その独創性ゆえ、多少実験的で粗削りな部分もあるのだが、それを含めてスリリングな世界を構成している。また、どうしてもインスタレーションとしてのマクロ的部分に視線が向きがちだが、個々の写真作品も、既存の枠を打ち破るユニークさを持っている。それは、画面への時間軸の焼き付けである。

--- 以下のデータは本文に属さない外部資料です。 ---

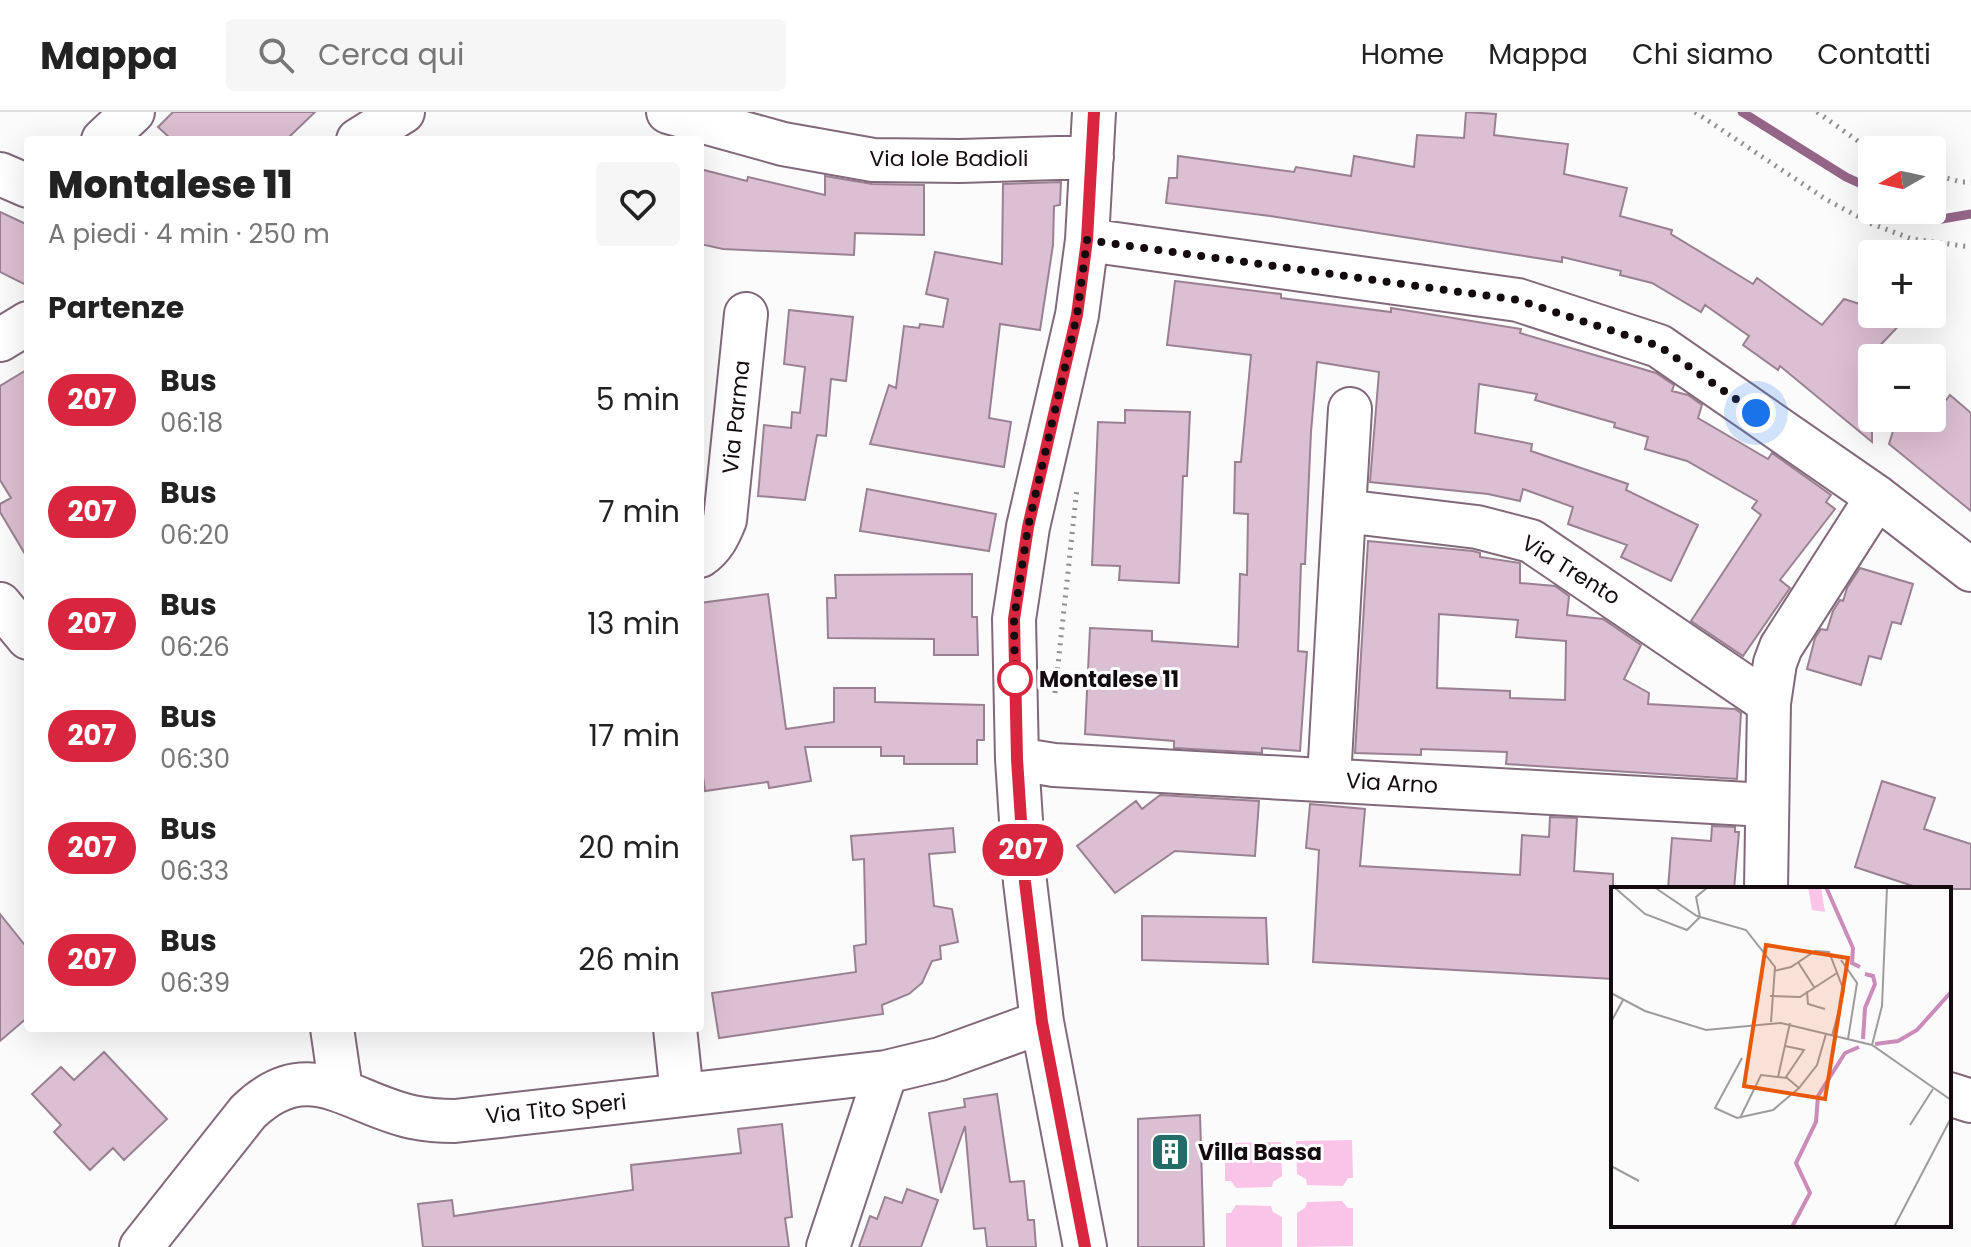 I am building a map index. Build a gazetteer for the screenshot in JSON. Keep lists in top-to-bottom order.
{
  "streets": {
    "street": [
      "Via Iole Badioli",
      "Via Parma",
      "Via Trento",
      "Via Arno",
      "Via Tito Speri"
    ]
  },
  "places": {
    "other": ["Montalese 11"],
    "building": ["Villa Bassa"]
  },
  "lines": ["bus line 207"],
  "north": "left",
  "page": {
    "header": "Mappa",
    "search": "Cerca qui",
    "nav": [
      "Home",
      "Mappa",
      "Chi siamo",
      "Contatti"
    ],
    "on_map": "207",
    "map_buttons": ["+", "−"],
    "heading": [
      ["Montalese 11", "A piedi · 4 min · 250 m"],
      "Partenze"
    ],
    "list": [
      {
        "mark": "207",
        "name": "Bus",
        "note": "06:18",
        "value": "5 min"
      },
      {
        "mark": "207",
        "name": "Bus",
        "note": "06:20",
        "value": "7 min"
      },
      {
        "mark": "207",
        "name": "Bus",
        "note": "06:26",
        "value": "13 min"
      },
      {
        "mark": "207",
        "name": "Bus",
        "note": "06:30",
        "value": "17 min"
      },
      {
        "mark": "207",
        "name": "Bus",
        "note": "06:33",
        "value": "20 min"
      },
      {
        "mark": "207",
        "name": "Bus",
        "note": "06:39",
        "value": "26 min"
      }
    ]
  }
} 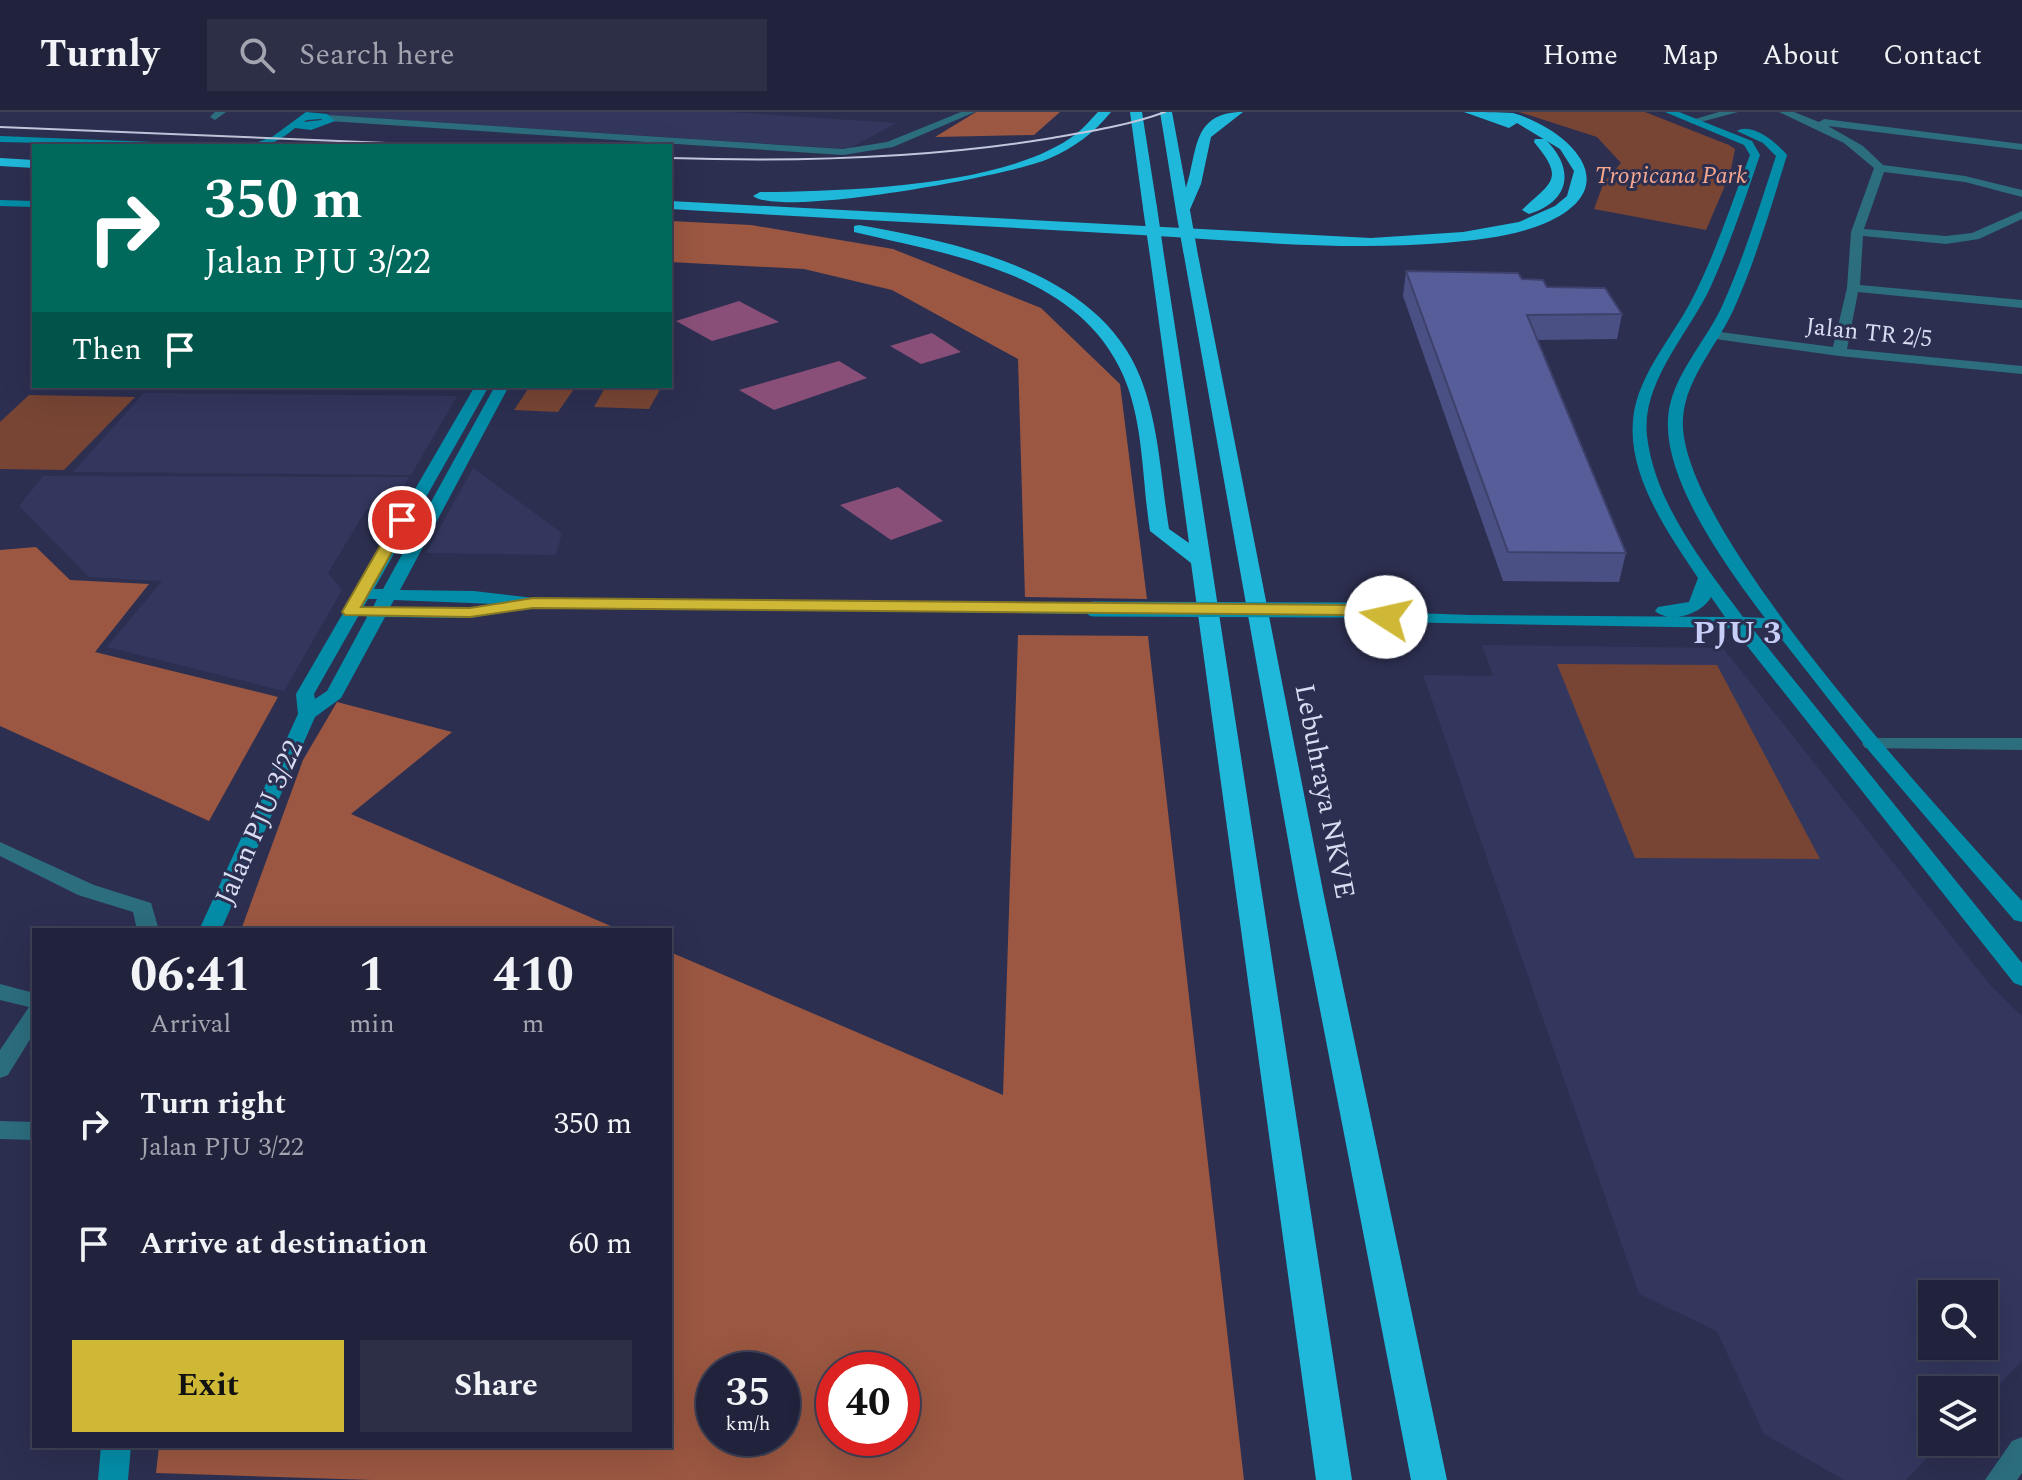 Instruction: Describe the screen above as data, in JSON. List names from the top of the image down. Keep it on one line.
{"streets":{"highway":["Lebuhraya NKVE"],"main road":["Jalan PJU 3/22"],"street":["Jalan TR 2/5"]},"districts":["PJU 3"],"parks":["Tropicana Park"],"page":{"header":"Turnly","search":"Search here","nav":["Home","Map","About","Contact"],"turn":["350 m","Jalan PJU 3/22"],"then":"Then","eta":["06:41","Arrival","1","min","410","m"],"list":[{"name":"Turn right","note":"Jalan PJU 3/22","value":"350 m"},{"name":"Arrive at destination","value":"60 m"}],"buttons":["Exit","Share"],"speed":"35 km/h","limit":"40"}} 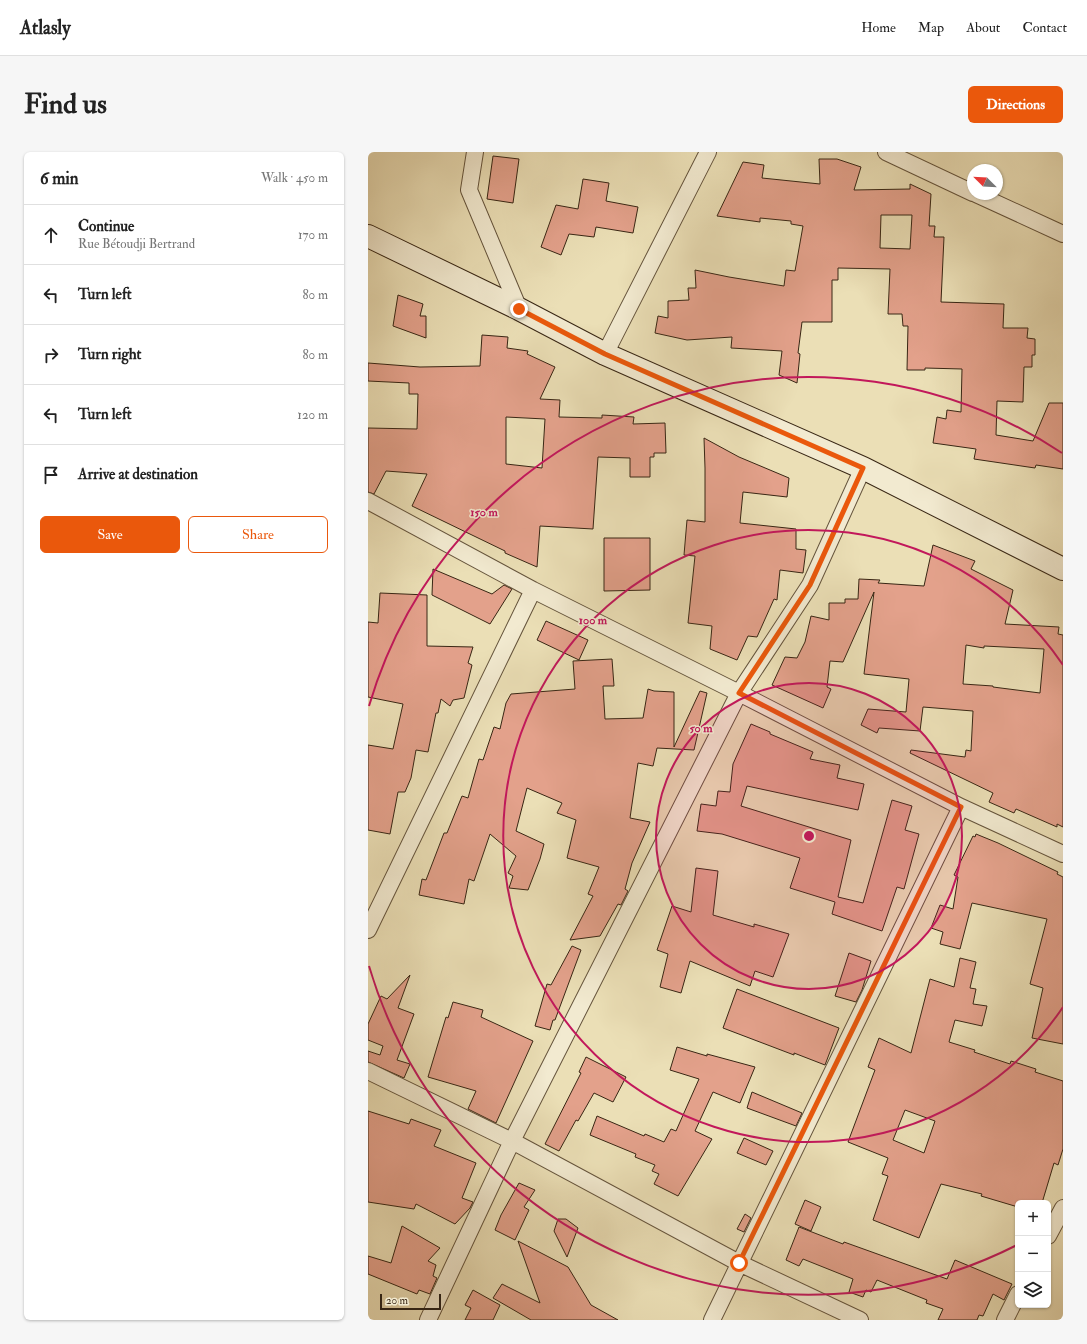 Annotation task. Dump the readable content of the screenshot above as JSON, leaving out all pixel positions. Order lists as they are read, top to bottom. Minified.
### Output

ストロボの光によって、夜間の雨や川の水を白く浮かび上がらせることで撮影したそれらの作品は、全て動きを持っている。静止画と動画の違いは時間軸にあり、静止画たる写真は、時間の流れを切り取ることにより生まれるモノである。しかし、和田氏は、あえて、プリントの中に時間軸を持ち込む。そして、それが並べられることで、動画とは違う意味での時間軸が創り出される。これもまた、既存の表現に対する大きな挑戦といえる。はたして、これを写真を呼べるかどうかを含めて、偉大なる問題提起ととらえることができよう。